Surprisingly, we didn’t have issues given the different sizes and cultures of our organizations. Expectations were really clear. Where an institution actually has an innovation group that has good working relationships with the business lines, the cultural expectations around walking us through and setting our expectations on the vendor onboarding process — what it means to go from POC to pilot with live customers and transactions — that wasn’t a shocker for us.
Jason Tiede, JP Morgan: Lisa hit the nail on the head with the term ‘cultural fit’. There was serendipity involved in our meeting as Lisa was ramping up her team and I was ramping up mine. We met at Finovate and hit it off in terms of understanding this market opportunity. Our teams went on the road together. That fact of wanting to go on a journey together — both physically and from a business perspective — was pretty clear from the beginning. It was nice working from a fresh board on both sides.

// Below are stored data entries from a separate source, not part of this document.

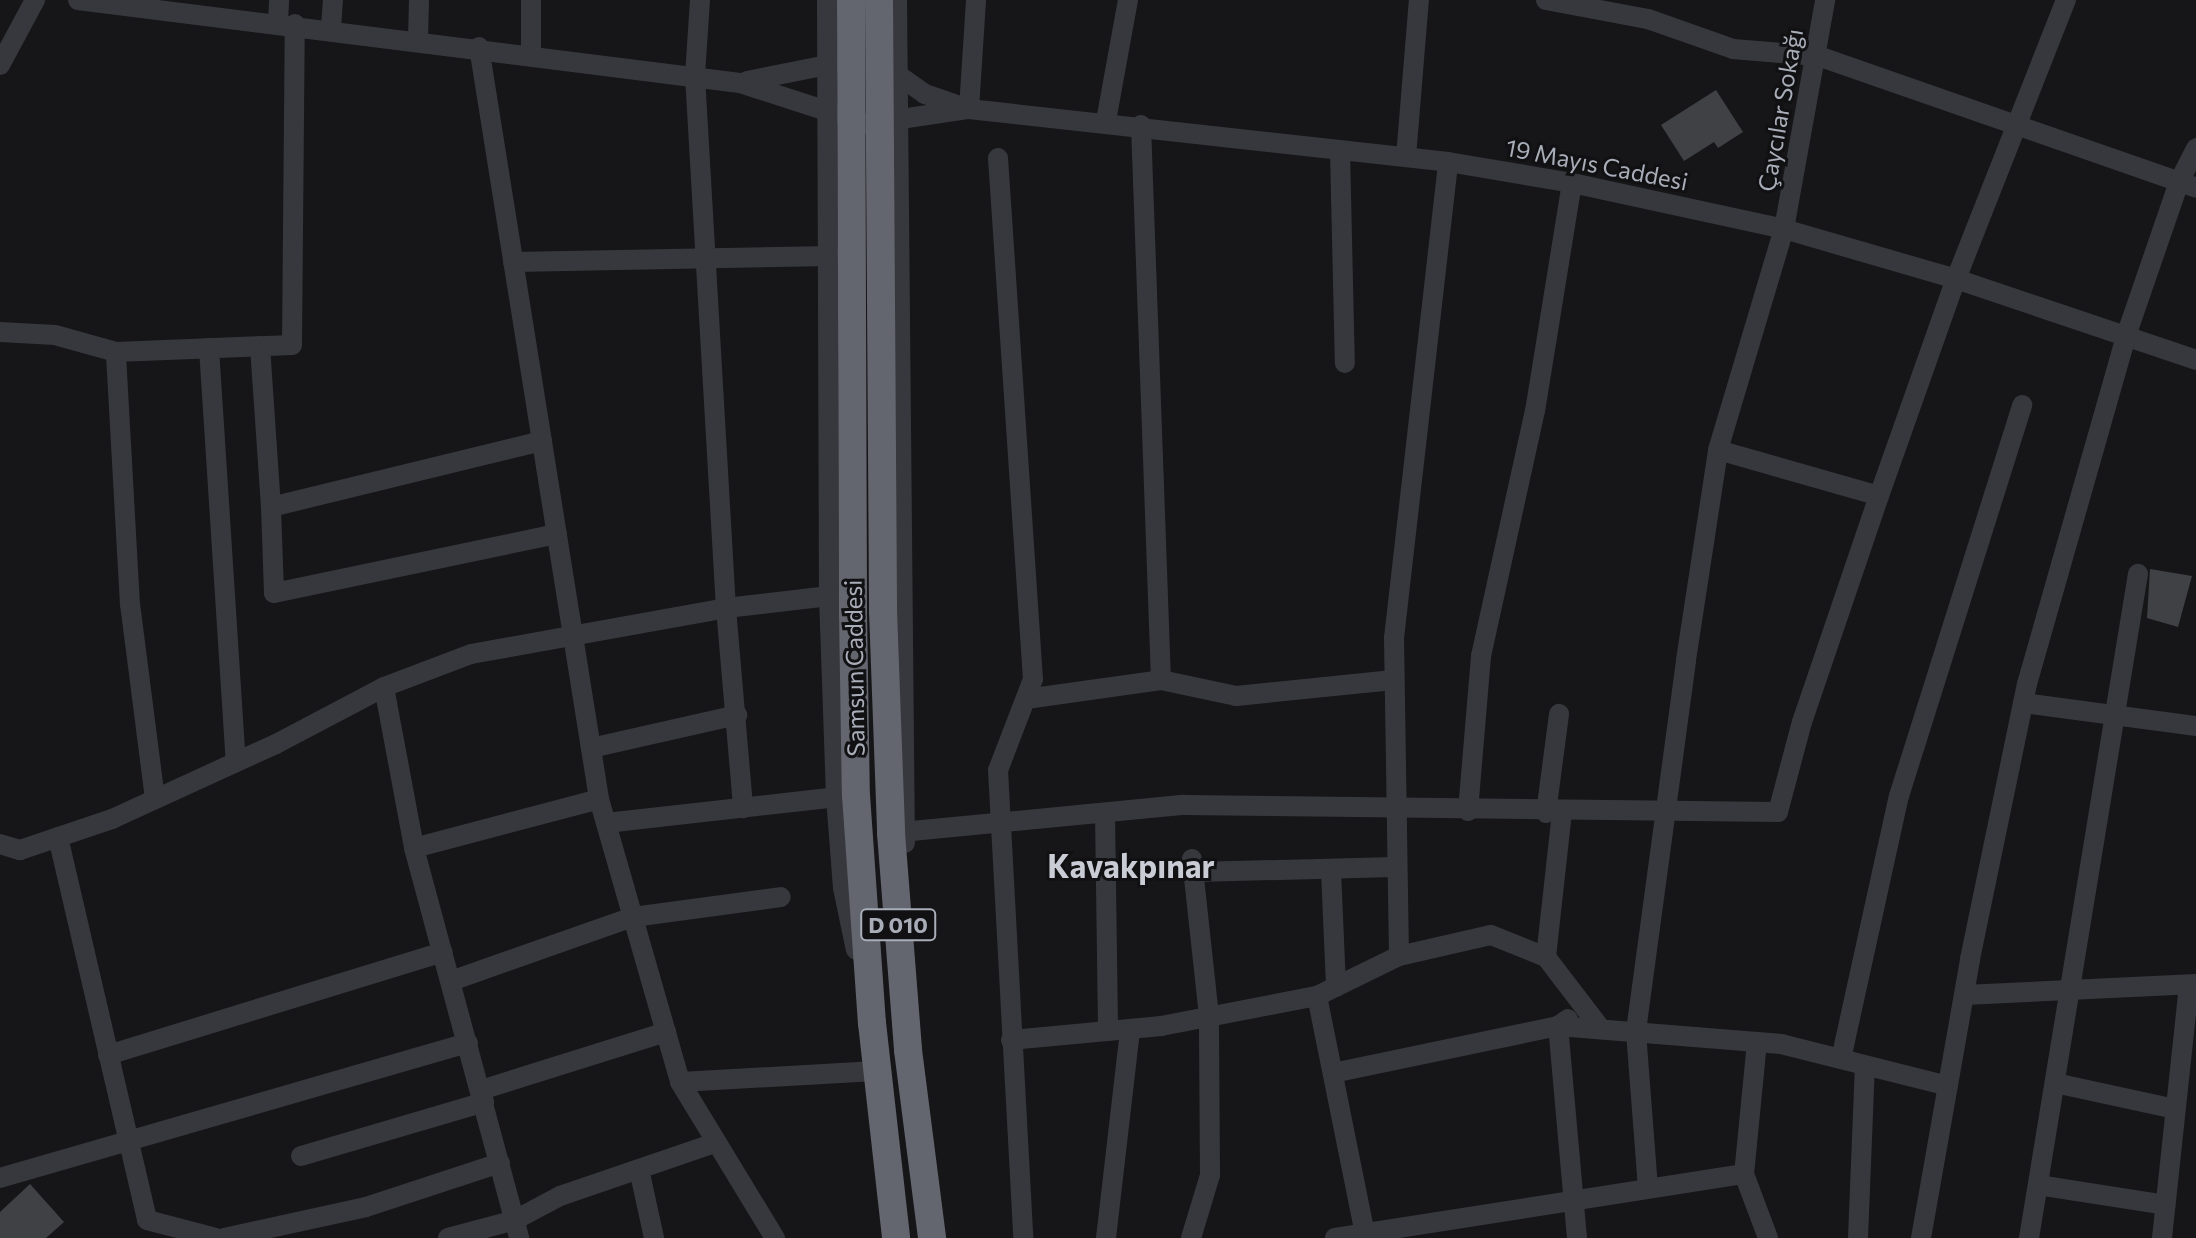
<!DOCTYPE html>
<meta charset="utf-8">
<style>
body{margin:0}
#map{position:relative;width:2196px;height:1238px;overflow:hidden;background:#161618;font-family:Commissioner,sans-serif}
div>[style]{position:absolute}
[style*='--x']{left:calc(var(--x)*1px);top:calc(var(--y)*1px);width:calc(var(--w)*1px);rotate:calc(var(--a)*1deg)}
.building>*{inset:0;background:#404145}
.minor>*{height:20px;margin:-10px;padding:0 10px;transform-origin:10px;border-radius:10px;background:#37383d}
.highway>*{height:28px;margin:-14px;padding:0 14px;transform-origin:14px;border-radius:14px;background:#63666e}
.highway-bridge>*{height:28px;margin:-14px;padding:0 14px;transform-origin:14px;border-radius:14px;background:#63666e}
span{translate:-50% -50%;white-space:nowrap;text-align:center;line-height:1.15;-webkit-text-stroke:6px #111113;paint-order:stroke}
.shield-label span{padding:2px 6px;background:#111113;border:2px solid;border-radius:6px;-webkit-text-stroke-width:0}
.shield-label{font-size:22px;color:#a8adb8;font-weight:700}
.street-label{font-size:24px;color:#a8adb8}
.district-label{font-size:32px;color:#c9ccd4;font-weight:700}
</style>
<div id="map">
<div class="building">
<i style="clip-path:polygon(1716px 90px,1743px 132px,1718px 148px,1714px 142px,1684px 161px,1661px 125px)"></i>
<i style="clip-path:polygon(2150px 569px,2192px 576px,2178px 627px,2147px 618px)"></i>
<i style="clip-path:polygon(30px 1184px,64px 1222px,46px 1238px,0 1238px,0 1212px)"></i>
</div>
<div class="minor">
<i style="--x:78;--y:0;--w:667;--a:7.15"></i>
<i style="--x:740;--y:83;--w:133;--a:17.9"></i>
<i style="--x:867;--y:124;--w:103;--a:-8.4"></i>
<i style="--x:969;--y:109;--w:482;--a:6.3"></i>
<i style="--x:1448;--y:162;--w:126;--a:9.6"></i>
<i style="--x:1572;--y:183;--w:217;--a:12.2"></i>
<i style="--x:1784;--y:229;--w:179;--a:16.2"></i>
<i style="--x:1956;--y:279;--w:253;--a:18.6"></i>
<i style="--x:700;--y:0;--w:76;--a:93.8"></i>
<i style="--x:695;--y:76;--w:533;--a:86.67"></i>
<i style="--x:726;--y:608;--w:201;--a:85.1"></i>
<i style="--x:827;--y:0;--w:596;--a:89.81"></i>
<i style="--x:829;--y:596;--w:201;--a:88"></i>
<i style="--x:836;--y:797;--w:91;--a:85.6"></i>
<i style="--x:843;--y:888;--w:63;--a:78.2"></i>
<i style="--x:897;--y:0;--w:843;--a:89.46"></i>
<i style="--x:1546;--y:0;--w:104;--a:10.6"></i>
<i style="--x:1648;--y:19;--w:90;--a:19.4"></i>
<i style="--x:1733;--y:49;--w:85;--a:4.7"></i>
<i style="--x:1818;--y:56;--w:400;--a:19.2"></i>
<i style="--x:278;--y:22;--w:22;--a:-87"></i>
<i style="--x:331;--y:28;--w:28;--a:-86"></i>
<i style="--x:418;--y:40;--w:40;--a:-88.6"></i>
<i style="--x:479;--y:47;--w:762;--a:80.93"></i>
<i style="--x:599;--y:799;--w:294;--a:74"></i>
<i style="--x:680;--y:1082;--w:183;--a:58.7"></i>
<i style="--x:531;--y:54;--w:54;--a:-90"></i>
<i style="--x:0;--y:65;--w:74;--a:-61.7"></i>
<i style="--x:888;--y:68;--w:45;--a:35.1"></i>
<i style="--x:925;--y:94;--w:39;--a:19"></i>
<i style="--x:747;--y:81;--w:92;--a:-11.3"></i>
<i style="--x:969;--y:109;--w:109;--a:-86.3"></i>
<i style="--x:1106;--y:121;--w:123;--a:-79.7"></i>
<i style="--x:1141;--y:125;--w:555;--a:87.94"></i>
<i style="--x:1340;--y:150;--w:213;--a:88.7"></i>
<i style="--x:1406;--y:157;--w:158;--a:-85.3"></i>
<i style="--x:998;--y:158;--w:522;--a:86.16"></i>
<i style="--x:1033;--y:679;--w:97;--a:111"></i>
<i style="--x:998;--y:770;--w:469;--a:86.9"></i>
<i style="--x:513;--y:262;--w:318;--a:-1.1"></i>
<i style="--x:0;--y:332;--w:55;--a:3.1"></i>
<i style="--x:55;--y:335;--w:63;--a:15.6"></i>
<i style="--x:260;--y:346;--w:161;--a:86.1"></i>
<i style="--x:271;--y:507;--w:279;--a:-13.7"></i>
<i style="--x:209;--y:348;--w:415;--a:86.3"></i>
<i style="--x:1718;--y:450;--w:167;--a:15.9"></i>
<i style="--x:271;--y:507;--w:86;--a:88"></i>
<i style="--x:274;--y:593;--w:289;--a:-11.8"></i>
<i style="--x:384;--y:687;--w:164;--a:79.4"></i>
<i style="--x:414;--y:848;--w:404;--a:74.9"></i>
<i style="--x:1026;--y:699;--w:136;--a:-8"></i>
<i style="--x:1161;--y:680;--w:77;--a:12"></i>
<i style="--x:1236;--y:696;--w:158;--a:-5.8"></i>
<i style="--x:2023;--y:703;--w:175;--a:7.6"></i>
<i style="--x:591;--y:748;--w:150;--a:-12.7"></i>
<i style="--x:155;--y:799;--w:196;--a:-97.3"></i>
<i style="--x:130;--y:605;--w:253;--a:-93.2"></i>
<i style="--x:116;--y:352;--w:176;--a:-2.3"></i>
<i style="--x:292;--y:345;--w:321;--a:-89.5"></i>
<i style="--x:1468;--y:811;--w:156;--a:-85.2"></i>
<i style="--x:1481;--y:656;--w:251;--a:-77.6"></i>
<i style="--x:1535;--y:411;--w:231;--a:-80.8"></i>
<i style="--x:1105;--y:813;--w:218;--a:89.2"></i>
<i style="--x:1546;--y:813;--w:100;--a:-82.5"></i>
<i style="--x:606;--y:823;--w:231;--a:-6.4"></i>
<i style="--x:891;--y:833;--w:294;--a:-5.5"></i>
<i style="--x:1184;--y:805;--w:594;--a:0.68"></i>
<i style="--x:1778;--y:812;--w:93;--a:-75.1"></i>
<i style="--x:1802;--y:722;--w:239;--a:-71.2"></i>
<i style="--x:1879;--y:496;--w:230;--a:-70.5"></i>
<i style="--x:1956;--y:279;--w:300;--a:-68.5"></i>
<i style="--x:58;--y:837;--w:393;--a:76.9"></i>
<i style="--x:147;--y:1220;--w:71;--a:14.6"></i>
<i style="--x:0;--y:844;--w:21;--a:17"></i>
<i style="--x:20;--y:850;--w:97;--a:-18.6"></i>
<i style="--x:112;--y:819;--w:180;--a:-24.6"></i>
<i style="--x:276;--y:744;--w:122;--a:-27.8"></i>
<i style="--x:384;--y:687;--w:93;--a:-20.8"></i>
<i style="--x:471;--y:654;--w:259;--a:-10.2"></i>
<i style="--x:726;--y:608;--w:104;--a:-6.6"></i>
<i style="--x:414;--y:848;--w:191;--a:-14.8"></i>
<i style="--x:1331;--y:871;--w:116;--a:87.5"></i>
<i style="--x:1194;--y:872;--w:201;--a:-1.4"></i>
<i style="--x:1399;--y:956;--w:318;--a:-90.9"></i>
<i style="--x:1394;--y:638;--w:479;--a:-83.5"></i>
<i style="--x:1546;--y:957;--w:145;--a:-83.7"></i>
<i style="--x:451;--y:981;--w:193;--a:-19.4"></i>
<i style="--x:633;--y:917;--w:149;--a:-7.7"></i>
<i style="--x:1964;--y:995;--w:232;--a:-2.7"></i>
<i style="--x:1317;--y:996;--w:247;--a:78.6"></i>
<i style="--x:1011;--y:1040;--w:151;--a:-5.3"></i>
<i style="--x:1161;--y:1026;--w:159;--a:-10.9"></i>
<i style="--x:1317;--y:996;--w:91;--a:-26"></i>
<i style="--x:1399;--y:956;--w:94;--a:-12.9"></i>
<i style="--x:1491;--y:935;--w:59;--a:21.8"></i>
<i style="--x:1546;--y:957;--w:91;--a:52.6"></i>
<i style="--x:1757;--y:1042;--w:133;--a:95.6"></i>
<i style="--x:1744;--y:1174;--w:68;--a:69.4"></i>
<i style="--x:108;--y:1055;--w:350;--a:-17.1"></i>
<i style="--x:1841;--y:1059;--w:269;--a:-77.6"></i>
<i style="--x:1899;--y:796;--w:410;--a:-72.5"></i>
<i style="--x:1333;--y:1073;--w:230;--a:-11.8"></i>
<i style="--x:1558;--y:1026;--w:12;--a:-35"></i>
<i style="--x:680;--y:1082;--w:196;--a:-3.2"></i>
<i style="--x:2055;--y:1083;--w:123;--a:12.2"></i>
<i style="--x:481;--y:1090;--w:194;--a:-17.4"></i>
<i style="--x:301;--y:1156;--w:191;--a:-16.4"></i>
<i style="--x:639;--y:1169;--w:71;--a:77.7"></i>
<i style="--x:0;--y:1178;--w:487;--a:-16.1"></i>
<i style="--x:2038;--y:1185;--w:129;--a:8.9"></i>
<i style="--x:1648;--y:1188;--w:157;--a:-94.4"></i>
<i style="--x:1636;--y:1031;--w:374;--a:-82.3"></i>
<i style="--x:1686;--y:660;--w:212;--a:-81.3"></i>
<i style="--x:1718;--y:450;--w:231;--a:-73.4"></i>
<i style="--x:1784;--y:229;--w:233;--a:-79.8"></i>
<i style="--x:224;--y:1238;--w:145;--a:-12.3"></i>
<i style="--x:366;--y:1207;--w:141;--a:-18.2"></i>
<i style="--x:448;--y:1238;--w:69;--a:-15"></i>
<i style="--x:515;--y:1220;--w:51;--a:-28.1"></i>
<i style="--x:560;--y:1196;--w:164;--a:-18.9"></i>
<i style="--x:1106;--y:1238;--w:210;--a:-83.4"></i>
<i style="--x:1191;--y:1238;--w:66;--a:-73.2"></i>
<i style="--x:1210;--y:1175;--w:159;--a:-90.4"></i>
<i style="--x:1209;--y:1016;--w:158;--a:-96.2"></i>
<i style="--x:1335;--y:1238;--w:414;--a:-8.9"></i>
<i style="--x:1577;--y:1238;--w:213;--a:-95.1"></i>
<i style="--x:1558;--y:1026;--w:224;--a:4.6"></i>
<i style="--x:1781;--y:1044;--w:172;--a:14.1"></i>
<i style="--x:1858;--y:1238;--w:173;--a:-87.7"></i>
<i style="--x:1921;--y:1238;--w:283;--a:-80"></i>
<i style="--x:1970;--y:959;--w:281;--a:-78.3"></i>
<i style="--x:2027;--y:684;--w:362;--a:-74.1"></i>
<i style="--x:2126;--y:336;--w:163;--a:-71"></i>
<i style="--x:2179;--y:182;--w:38;--a:-63"></i>
<i style="--x:2029;--y:1238;--w:673;--a:-80.68"></i>
<i style="--x:2162;--y:1238;--w:254;--a:-83.9"></i>
</div>
<div class="highway">
<i style="--x:883;--y:611;--w:222;--a:87.9"></i>
<i style="--x:891;--y:833;--w:218;--a:85.5"></i>
<i style="--x:908;--y:1050;--w:190;--a:82.7"></i>
<i style="--x:853;--y:613;--w:182;--a:89.1"></i>
<i style="--x:856;--y:795;--w:229;--a:86"></i>
<i style="--x:872;--y:1023;--w:216;--a:83.6"></i>
</div>
<div class="highway-bridge">
<i style="--x:851;--y:0;--w:613;--a:89.81"></i>
<i style="--x:879;--y:0;--w:611;--a:89.62"></i>
</div>
<div class="shield-label">
<span style="left:898px;top:925px">D 010</span>
</div>
<div class="street-label">
<span style="left:1780px;top:110px;rotate:-80deg">Çaycılar Sokağı</span>
<span style="left:1597px;top:164px;rotate:11deg">19 Mayıs Caddesi</span>
<span style="left:854px;top:668px;rotate:-91deg">Samsun Caddesi</span>
</div>
<div class="district-label">
<span style="left:1131px;top:865px">Kavakpınar</span>
</div>
</div>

Jason Tiede, JP Morgan: The ultimate arbitrator in our model is our client. One of the philosophical questions we tried to answer in the beginning was whether you could apply the design thinking approach to products on the corporate or wholesale banking side. We know you can with retail banking.
We decided to do something wild. Build a prototype and just go out on the road and meet clients and show them what we had. I would say we got about 70 percent right in our prototype. In every meeting with a client, there was this 30 percent piece that we wouldn’t have figured out within our four walls. That became the secret sauce.
Focus on value
Lisa Shields, FISPAN: We’re really concentrating on ERP and accounting integrations and broadening the number of platforms, businesses, and back office/banking services to be integrated with it. We’re really focused on embedded banking or contextual banking service delivery. That’s where we see the relationship really moving forward.
We couldn’t believe that JP Morgan allowed us in the room with clients. We would take our seat at the table as the demo dollies and it was an honored position for an engineer to come along and just listen to what the customers were saying. Pretty much after every client engagement, there would be a turn of the build the next week. That built the most excitement on our side and internally with the JP Morgan folks — they got a kick out of it because they got a chance to see products evolving in a way that they might not have been used to.
Jason Tiede, JP Morgan: In terms of scope and scale, we have over 40 of our technology clients on the platform with about 50-60 more in the sandbox. We’re seeing this drive significant revenues, liquidity and client balance deposits. Within the first year, we’re looking at billions of dollars flowing through it. By all metrics, we’re thrilled with the client receptivity and performance.